Search the entries for the word "linejoin" and report each line that has it.

Exercise input:
******************************
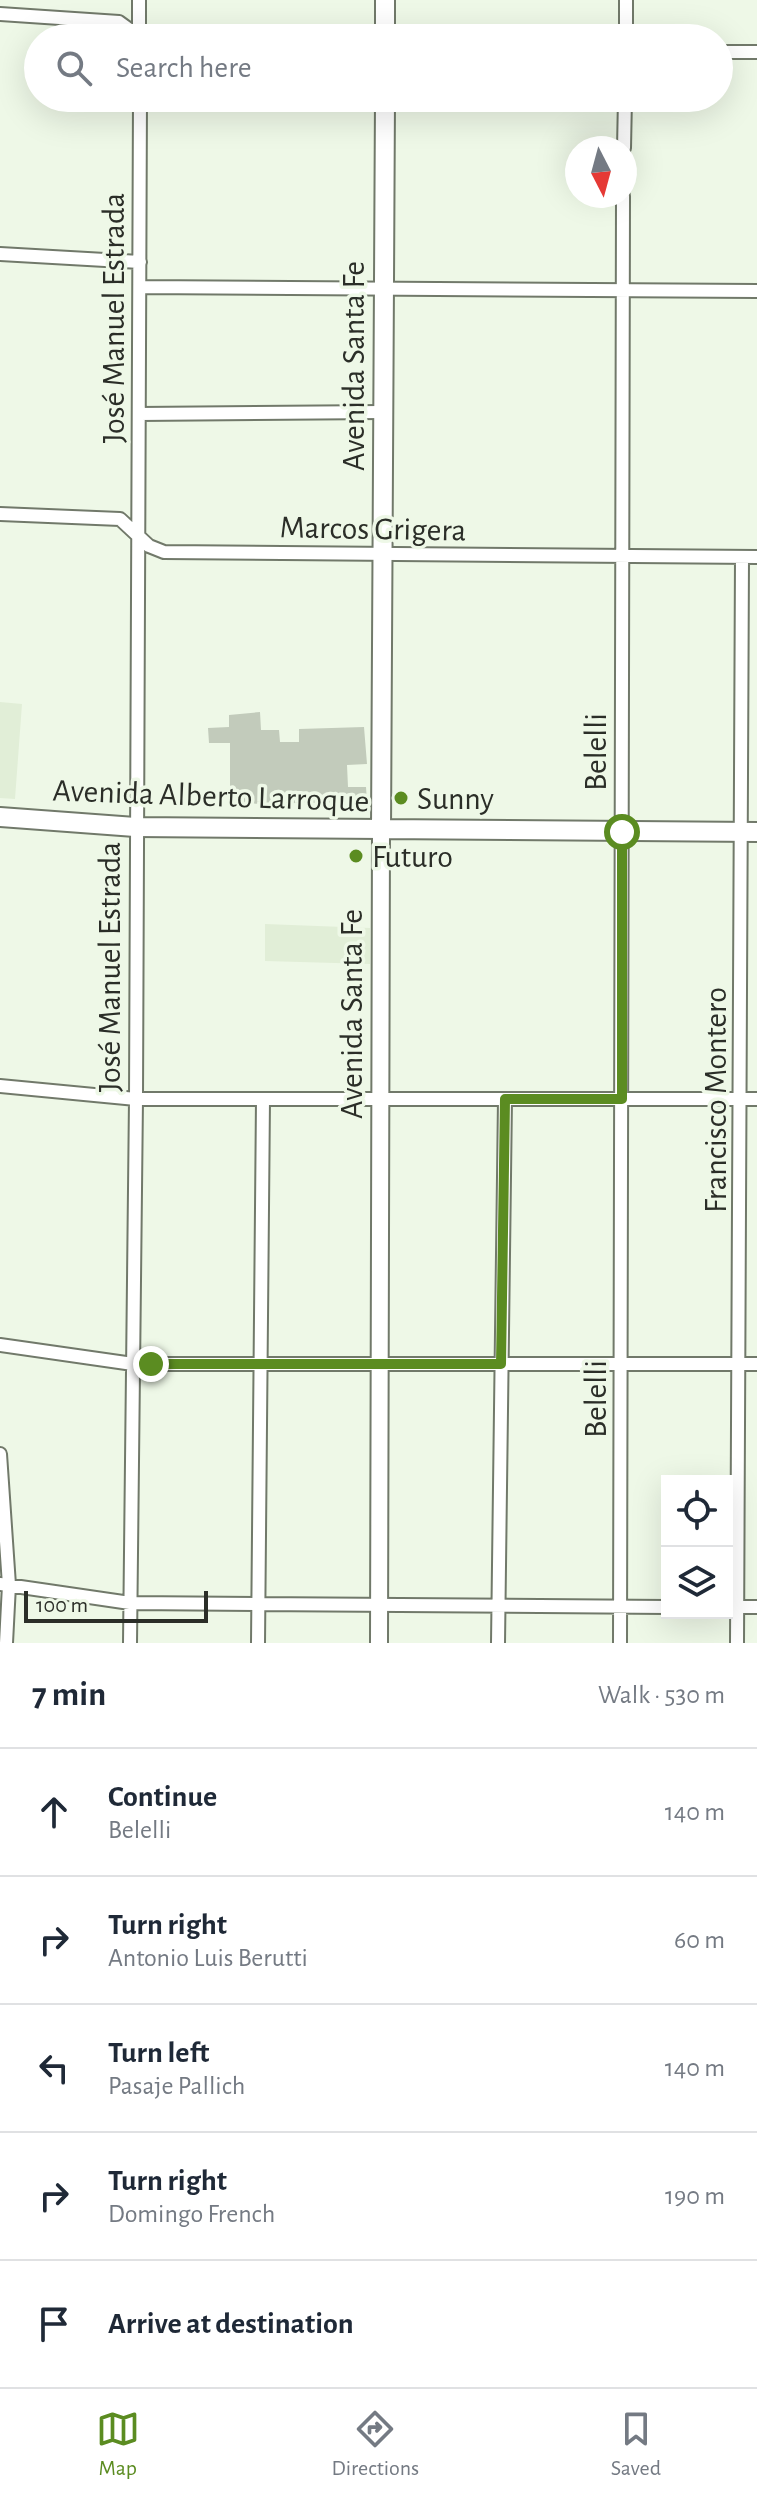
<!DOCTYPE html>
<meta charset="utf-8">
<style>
body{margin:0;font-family:"Alegreya Sans",sans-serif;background:#f2f2f3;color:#1f2937}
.controls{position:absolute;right:24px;bottom:24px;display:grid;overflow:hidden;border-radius:0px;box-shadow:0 8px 32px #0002}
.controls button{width:72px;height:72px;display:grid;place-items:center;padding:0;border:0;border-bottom:2px solid #e0e1e3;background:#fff;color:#1f2937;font:40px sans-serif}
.compass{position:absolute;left:565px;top:136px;width:72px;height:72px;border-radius:50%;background:#fff;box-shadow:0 8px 32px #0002;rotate:174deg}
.scale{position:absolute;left:24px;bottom:20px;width:184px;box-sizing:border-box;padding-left:8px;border:4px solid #2b2e28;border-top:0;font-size:22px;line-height:28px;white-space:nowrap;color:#2b2e28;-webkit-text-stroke:6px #eef8e7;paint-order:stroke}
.stop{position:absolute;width:24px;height:24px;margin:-18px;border:6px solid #5b8c21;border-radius:50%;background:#fff}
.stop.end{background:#5b8c21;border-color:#fff;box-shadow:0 2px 8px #0008}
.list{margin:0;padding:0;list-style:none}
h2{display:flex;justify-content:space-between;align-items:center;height:104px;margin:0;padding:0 32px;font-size:34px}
h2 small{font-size:26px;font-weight:400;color:#747a83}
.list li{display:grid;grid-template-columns:52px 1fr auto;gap:24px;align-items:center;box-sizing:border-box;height:128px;padding:0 32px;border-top:2px solid #e0e1e3}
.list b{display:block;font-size:30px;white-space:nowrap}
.list p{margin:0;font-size:26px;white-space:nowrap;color:#747a83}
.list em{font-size:26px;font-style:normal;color:#747a83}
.icon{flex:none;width:44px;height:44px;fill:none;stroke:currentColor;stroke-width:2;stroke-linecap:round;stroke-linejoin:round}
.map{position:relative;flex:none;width:757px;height:1643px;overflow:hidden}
.search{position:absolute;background:#fff;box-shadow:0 8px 32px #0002;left:24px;right:24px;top:24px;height:88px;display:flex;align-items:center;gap:20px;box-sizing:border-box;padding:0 28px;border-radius:44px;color:#747a83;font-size:30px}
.sheet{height:744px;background:#fff}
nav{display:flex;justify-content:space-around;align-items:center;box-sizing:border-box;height:112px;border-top:2px solid #e0e1e3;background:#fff;font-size:22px;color:#747a83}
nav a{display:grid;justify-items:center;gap:4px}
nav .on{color:#5b8c21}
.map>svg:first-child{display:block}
.built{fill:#e1eed7}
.building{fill:#c2cbbb}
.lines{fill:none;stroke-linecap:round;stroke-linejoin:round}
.minor-casing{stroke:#71796a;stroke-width:16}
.tertiary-casing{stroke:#71796a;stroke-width:20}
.secondary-casing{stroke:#71796a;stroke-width:22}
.minor{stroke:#fff;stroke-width:12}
.tertiary{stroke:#fff;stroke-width:16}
.secondary{stroke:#fff;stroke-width:18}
.route{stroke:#5b8c21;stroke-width:10}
.poi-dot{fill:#5b8c21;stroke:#eef8e7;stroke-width:3}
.labels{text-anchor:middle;stroke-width:7;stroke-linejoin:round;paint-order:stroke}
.street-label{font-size:32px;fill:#2b2e28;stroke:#eef8e7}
.poi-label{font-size:32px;fill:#2b2e28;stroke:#eef8e7;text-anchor:start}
</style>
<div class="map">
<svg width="757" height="1643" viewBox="0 0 757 1643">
<rect width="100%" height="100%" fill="#eef8e7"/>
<path class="built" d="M0,702l22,2 -7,95 -15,-1z
M265,924l105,4v36l-105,-3z"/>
<path class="building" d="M260,712l1,18h18l1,12h19v-13l65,-2 3,37 -20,1 1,22h18l1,15 -137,2v-61h-21l-1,-15 21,-1v-12z"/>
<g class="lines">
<g class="minor-casing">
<path id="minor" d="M139,0v38
M0,14l119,8 22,16
M626,38v-38
M719,52h38
M624,148l1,-50
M0,254l140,8
M140,287l617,4
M139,414l244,-2
M0,514l120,5 29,27 15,6 593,5
M0,1086l136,13h621
M0,1345l133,19h624
M0,1454l9,131 -3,58
M0,1584l130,19 537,4
M727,1607h30
M130,1643l6,-544 4,-1001
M258,1643l5,-544
M498,1643l7,-544
M620,1643l3,-1447
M737,1643l5,-1086"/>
</g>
<g class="tertiary-casing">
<path id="tertiary" d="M379,1643l2,-813"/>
</g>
<g class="secondary-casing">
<path id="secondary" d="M385,38v-38
M0,817l135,10 622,5
M381,830l4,-732"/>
</g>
<use href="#minor" class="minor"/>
<use href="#tertiary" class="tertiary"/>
<use href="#secondary" class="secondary"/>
</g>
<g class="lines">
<path class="route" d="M151,1364h350l4,-265h117v-267"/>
</g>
<g class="poi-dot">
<circle cx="401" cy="798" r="8"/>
<circle cx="356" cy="856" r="8"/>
</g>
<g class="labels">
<g class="street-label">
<text transform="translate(113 318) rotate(-90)" y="11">José Manuel Estrada</text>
<text transform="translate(353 366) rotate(-90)" y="11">Avenida Santa Fe</text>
<text transform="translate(373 528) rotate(1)" y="11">Marcos Grigera</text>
<text transform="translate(595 752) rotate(-90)" y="11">Belelli</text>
<text transform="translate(211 795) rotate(2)" y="11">Avenida Alberto Larroque</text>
<text transform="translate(109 967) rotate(-90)" y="11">José Manuel Estrada</text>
<text transform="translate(351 1014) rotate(-90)" y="11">Avenida Santa Fe</text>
<text transform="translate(715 1100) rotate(-90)" y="11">Francisco Montero</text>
<text transform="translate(595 1399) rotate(-90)" y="11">Belelli</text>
</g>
<g class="poi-label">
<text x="417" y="809">Sunny</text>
<text x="372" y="867">Futuro</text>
</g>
</g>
</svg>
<div class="controls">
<button><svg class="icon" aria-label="locate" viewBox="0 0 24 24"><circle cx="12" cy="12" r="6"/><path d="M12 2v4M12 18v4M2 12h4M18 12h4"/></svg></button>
<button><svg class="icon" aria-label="layers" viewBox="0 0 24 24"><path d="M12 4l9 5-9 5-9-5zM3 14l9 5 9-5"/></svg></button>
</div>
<svg class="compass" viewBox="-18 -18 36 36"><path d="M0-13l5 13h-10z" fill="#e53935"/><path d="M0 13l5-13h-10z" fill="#747a83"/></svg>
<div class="scale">100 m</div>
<div class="stop" style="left:622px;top:832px"></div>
<div class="stop end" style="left:151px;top:1364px"></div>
<div class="search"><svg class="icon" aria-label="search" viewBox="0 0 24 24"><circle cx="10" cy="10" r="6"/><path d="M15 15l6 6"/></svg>Search here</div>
</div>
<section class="sheet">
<h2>7 min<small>Walk · 530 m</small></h2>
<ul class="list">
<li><svg class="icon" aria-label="ahead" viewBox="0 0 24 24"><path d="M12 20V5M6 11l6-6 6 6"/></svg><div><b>Continue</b><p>Belelli</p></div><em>140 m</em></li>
<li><svg class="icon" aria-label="right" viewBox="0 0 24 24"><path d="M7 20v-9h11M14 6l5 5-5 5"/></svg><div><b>Turn right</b><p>Antonio Luis Berutti</p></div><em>60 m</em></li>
<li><svg class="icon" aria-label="left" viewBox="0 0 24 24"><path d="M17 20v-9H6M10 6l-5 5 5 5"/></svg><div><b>Turn left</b><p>Pasaje Pallich</p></div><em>140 m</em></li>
<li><svg class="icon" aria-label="right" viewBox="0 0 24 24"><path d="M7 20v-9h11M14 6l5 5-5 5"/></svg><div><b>Turn right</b><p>Domingo French</p></div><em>190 m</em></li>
<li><svg class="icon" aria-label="arrive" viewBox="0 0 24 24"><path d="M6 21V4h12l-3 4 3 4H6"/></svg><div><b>Arrive at destination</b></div></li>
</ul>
</section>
<nav>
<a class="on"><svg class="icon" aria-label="map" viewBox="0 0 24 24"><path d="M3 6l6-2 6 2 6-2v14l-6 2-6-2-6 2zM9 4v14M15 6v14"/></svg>Map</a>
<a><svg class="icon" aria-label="directions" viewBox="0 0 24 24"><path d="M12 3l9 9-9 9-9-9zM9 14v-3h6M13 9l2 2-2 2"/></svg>Directions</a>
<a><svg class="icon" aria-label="saved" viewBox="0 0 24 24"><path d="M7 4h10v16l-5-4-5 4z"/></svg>Saved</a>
</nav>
******************************
Answer section:
.icon{flex:none;width:44px;height:44px;fill:none;stroke:currentColor;stroke-width:2;stroke-linecap:round;stroke-linejoin:round}
.lines{fill:none;stroke-linecap:round;stroke-linejoin:round}
.labels{text-anchor:middle;stroke-width:7;stroke-linejoin:round;paint-order:stroke}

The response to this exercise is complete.